Yeah, again. I wandered the room holding my plastic wine glass, chatting briefly with the little groups of people, mostly women, who gathered together like chocolate chips in gooey cookie dough. Occasionally someone asked me if I really thought male sexuality was dead--or if women had killed it. Oh, how I wished I was wearing my Sweetheart, a strap-on vibe, so I could be discreetly getting off as I pontificated on dead male sexuality.
I spotted my two invited guests coming in the door: two handsome strapping husbands in their thirties one from Westchester, the other from north Jersey, faithful readers of my blog. They both e-mailed me regularly asking questions about their sex lives with the most oft-repeated: “How can I get her to let me go down on her more often?” I hear that a lot.
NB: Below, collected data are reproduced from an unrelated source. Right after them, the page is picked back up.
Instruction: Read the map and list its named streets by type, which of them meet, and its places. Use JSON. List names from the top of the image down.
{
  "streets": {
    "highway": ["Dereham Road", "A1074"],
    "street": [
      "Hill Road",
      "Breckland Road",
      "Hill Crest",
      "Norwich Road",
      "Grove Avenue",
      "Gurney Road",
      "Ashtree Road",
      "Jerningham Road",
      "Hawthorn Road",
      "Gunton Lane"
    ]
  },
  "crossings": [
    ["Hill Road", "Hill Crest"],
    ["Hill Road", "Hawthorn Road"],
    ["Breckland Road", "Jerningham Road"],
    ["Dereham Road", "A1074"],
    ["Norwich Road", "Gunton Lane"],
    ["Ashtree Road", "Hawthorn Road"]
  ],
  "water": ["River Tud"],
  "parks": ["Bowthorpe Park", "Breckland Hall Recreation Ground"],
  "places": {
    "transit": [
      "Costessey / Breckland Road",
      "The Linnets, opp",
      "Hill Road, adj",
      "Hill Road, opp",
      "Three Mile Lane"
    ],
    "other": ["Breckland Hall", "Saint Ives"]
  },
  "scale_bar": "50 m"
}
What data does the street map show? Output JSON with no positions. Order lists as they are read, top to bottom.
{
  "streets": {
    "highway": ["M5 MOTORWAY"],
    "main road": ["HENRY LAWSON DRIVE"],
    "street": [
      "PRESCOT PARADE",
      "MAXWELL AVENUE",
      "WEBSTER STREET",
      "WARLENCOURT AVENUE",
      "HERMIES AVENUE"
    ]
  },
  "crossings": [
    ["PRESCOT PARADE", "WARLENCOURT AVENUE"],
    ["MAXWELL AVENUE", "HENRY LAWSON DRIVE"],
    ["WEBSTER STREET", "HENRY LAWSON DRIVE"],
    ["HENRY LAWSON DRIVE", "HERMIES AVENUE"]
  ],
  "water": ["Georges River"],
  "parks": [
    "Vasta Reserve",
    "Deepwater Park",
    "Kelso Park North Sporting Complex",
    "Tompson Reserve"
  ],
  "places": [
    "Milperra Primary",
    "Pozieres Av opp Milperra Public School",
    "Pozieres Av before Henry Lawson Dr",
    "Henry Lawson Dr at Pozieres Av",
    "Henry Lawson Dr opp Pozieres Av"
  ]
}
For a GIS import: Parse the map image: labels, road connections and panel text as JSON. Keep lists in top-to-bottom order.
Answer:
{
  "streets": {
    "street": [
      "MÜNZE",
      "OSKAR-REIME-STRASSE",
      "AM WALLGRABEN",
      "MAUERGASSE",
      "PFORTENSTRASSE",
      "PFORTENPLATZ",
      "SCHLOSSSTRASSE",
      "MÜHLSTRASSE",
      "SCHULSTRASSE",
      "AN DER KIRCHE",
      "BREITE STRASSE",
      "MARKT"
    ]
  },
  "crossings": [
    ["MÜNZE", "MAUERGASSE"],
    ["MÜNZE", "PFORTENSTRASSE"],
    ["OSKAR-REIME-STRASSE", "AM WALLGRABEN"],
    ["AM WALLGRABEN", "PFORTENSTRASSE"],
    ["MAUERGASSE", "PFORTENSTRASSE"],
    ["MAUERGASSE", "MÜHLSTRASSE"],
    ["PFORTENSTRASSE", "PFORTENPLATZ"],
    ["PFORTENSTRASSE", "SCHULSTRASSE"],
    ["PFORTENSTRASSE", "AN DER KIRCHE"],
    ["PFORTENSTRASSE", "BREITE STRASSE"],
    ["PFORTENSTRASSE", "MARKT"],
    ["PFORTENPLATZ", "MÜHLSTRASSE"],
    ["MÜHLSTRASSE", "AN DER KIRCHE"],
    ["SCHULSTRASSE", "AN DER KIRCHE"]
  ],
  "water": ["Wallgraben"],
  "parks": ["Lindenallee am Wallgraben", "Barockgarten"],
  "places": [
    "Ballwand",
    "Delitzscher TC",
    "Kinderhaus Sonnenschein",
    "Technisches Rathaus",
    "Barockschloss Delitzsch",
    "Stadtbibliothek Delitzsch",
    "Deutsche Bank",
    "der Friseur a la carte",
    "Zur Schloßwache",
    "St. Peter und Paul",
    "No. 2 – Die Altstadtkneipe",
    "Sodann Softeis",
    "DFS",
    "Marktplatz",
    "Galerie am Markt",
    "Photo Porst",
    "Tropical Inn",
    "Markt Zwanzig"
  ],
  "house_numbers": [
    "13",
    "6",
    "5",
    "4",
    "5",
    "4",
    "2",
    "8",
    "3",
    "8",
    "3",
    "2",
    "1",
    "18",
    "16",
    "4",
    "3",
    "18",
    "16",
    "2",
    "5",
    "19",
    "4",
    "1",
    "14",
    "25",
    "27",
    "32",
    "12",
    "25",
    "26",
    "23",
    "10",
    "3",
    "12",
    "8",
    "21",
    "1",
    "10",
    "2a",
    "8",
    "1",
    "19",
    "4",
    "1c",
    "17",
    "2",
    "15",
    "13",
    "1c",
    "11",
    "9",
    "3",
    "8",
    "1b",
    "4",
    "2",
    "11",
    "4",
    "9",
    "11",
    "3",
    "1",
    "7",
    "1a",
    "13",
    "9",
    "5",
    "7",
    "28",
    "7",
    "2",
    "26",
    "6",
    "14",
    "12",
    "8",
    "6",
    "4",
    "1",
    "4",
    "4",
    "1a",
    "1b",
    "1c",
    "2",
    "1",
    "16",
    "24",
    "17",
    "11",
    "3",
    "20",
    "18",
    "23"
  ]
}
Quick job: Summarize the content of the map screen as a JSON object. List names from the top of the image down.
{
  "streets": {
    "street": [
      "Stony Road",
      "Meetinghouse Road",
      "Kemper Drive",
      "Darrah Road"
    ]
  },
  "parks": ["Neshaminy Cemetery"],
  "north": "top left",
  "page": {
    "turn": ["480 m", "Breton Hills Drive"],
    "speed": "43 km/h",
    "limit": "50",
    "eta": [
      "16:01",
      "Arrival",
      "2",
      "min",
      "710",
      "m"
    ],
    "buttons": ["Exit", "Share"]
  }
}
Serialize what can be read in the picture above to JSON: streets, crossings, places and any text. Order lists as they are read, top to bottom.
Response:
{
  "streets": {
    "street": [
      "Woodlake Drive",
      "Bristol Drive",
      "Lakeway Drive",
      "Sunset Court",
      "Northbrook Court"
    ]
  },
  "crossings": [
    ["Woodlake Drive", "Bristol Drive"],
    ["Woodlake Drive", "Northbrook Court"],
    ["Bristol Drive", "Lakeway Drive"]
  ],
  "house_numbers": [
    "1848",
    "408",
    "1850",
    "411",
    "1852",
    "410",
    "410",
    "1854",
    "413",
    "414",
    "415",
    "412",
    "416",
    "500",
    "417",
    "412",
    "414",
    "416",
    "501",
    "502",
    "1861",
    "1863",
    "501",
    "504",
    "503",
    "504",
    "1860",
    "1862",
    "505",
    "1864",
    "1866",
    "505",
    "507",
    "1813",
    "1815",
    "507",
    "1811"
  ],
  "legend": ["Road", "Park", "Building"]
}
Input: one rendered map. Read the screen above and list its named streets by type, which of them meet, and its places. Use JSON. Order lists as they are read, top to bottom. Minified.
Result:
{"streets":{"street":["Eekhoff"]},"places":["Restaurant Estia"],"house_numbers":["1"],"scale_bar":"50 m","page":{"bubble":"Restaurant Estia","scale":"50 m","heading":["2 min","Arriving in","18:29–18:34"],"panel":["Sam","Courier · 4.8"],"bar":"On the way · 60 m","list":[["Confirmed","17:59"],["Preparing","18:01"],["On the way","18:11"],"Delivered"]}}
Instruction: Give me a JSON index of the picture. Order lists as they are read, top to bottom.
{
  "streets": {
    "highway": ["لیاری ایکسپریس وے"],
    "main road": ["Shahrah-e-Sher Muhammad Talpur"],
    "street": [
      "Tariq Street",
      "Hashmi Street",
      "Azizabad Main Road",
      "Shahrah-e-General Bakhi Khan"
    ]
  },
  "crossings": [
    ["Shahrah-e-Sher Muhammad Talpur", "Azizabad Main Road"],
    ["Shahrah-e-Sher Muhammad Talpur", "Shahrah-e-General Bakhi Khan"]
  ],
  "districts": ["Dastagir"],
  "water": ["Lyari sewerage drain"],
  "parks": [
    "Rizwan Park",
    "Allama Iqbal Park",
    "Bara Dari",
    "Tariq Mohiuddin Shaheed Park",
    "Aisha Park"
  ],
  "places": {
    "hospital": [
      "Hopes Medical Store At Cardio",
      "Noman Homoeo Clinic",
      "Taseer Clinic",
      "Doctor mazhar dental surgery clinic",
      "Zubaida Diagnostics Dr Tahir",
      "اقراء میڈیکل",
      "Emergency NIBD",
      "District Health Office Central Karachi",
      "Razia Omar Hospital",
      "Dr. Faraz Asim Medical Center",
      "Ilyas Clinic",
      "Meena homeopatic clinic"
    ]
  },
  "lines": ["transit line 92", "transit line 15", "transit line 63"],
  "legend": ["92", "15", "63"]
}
Apparently all over America men are waiting to serve--and women just want to sleep. It’s a curious turn of events. The daughters of the Boomers who made ‘she comes first” via cunnilingus a generational battle cry, these girls, according to their mates, demur more often than not. What’s up with that?
I hugged my men and introduced them to Stephanie, a hot Babeland sales clerk. They wanted to buy toys, lots of toys, for their wives’ Christmas stockings. Stephanie was just the person to fill the store’s pink shopping bags with the right choices.
“Where are the real men?” a petite blonde asked me.
“Real men buy sex toys,” I said.
“Yes, I suppose they do,” she said, her tone sounding doubtful. (Ha! You see the problem? Some women think real men don’t buy sex toys.)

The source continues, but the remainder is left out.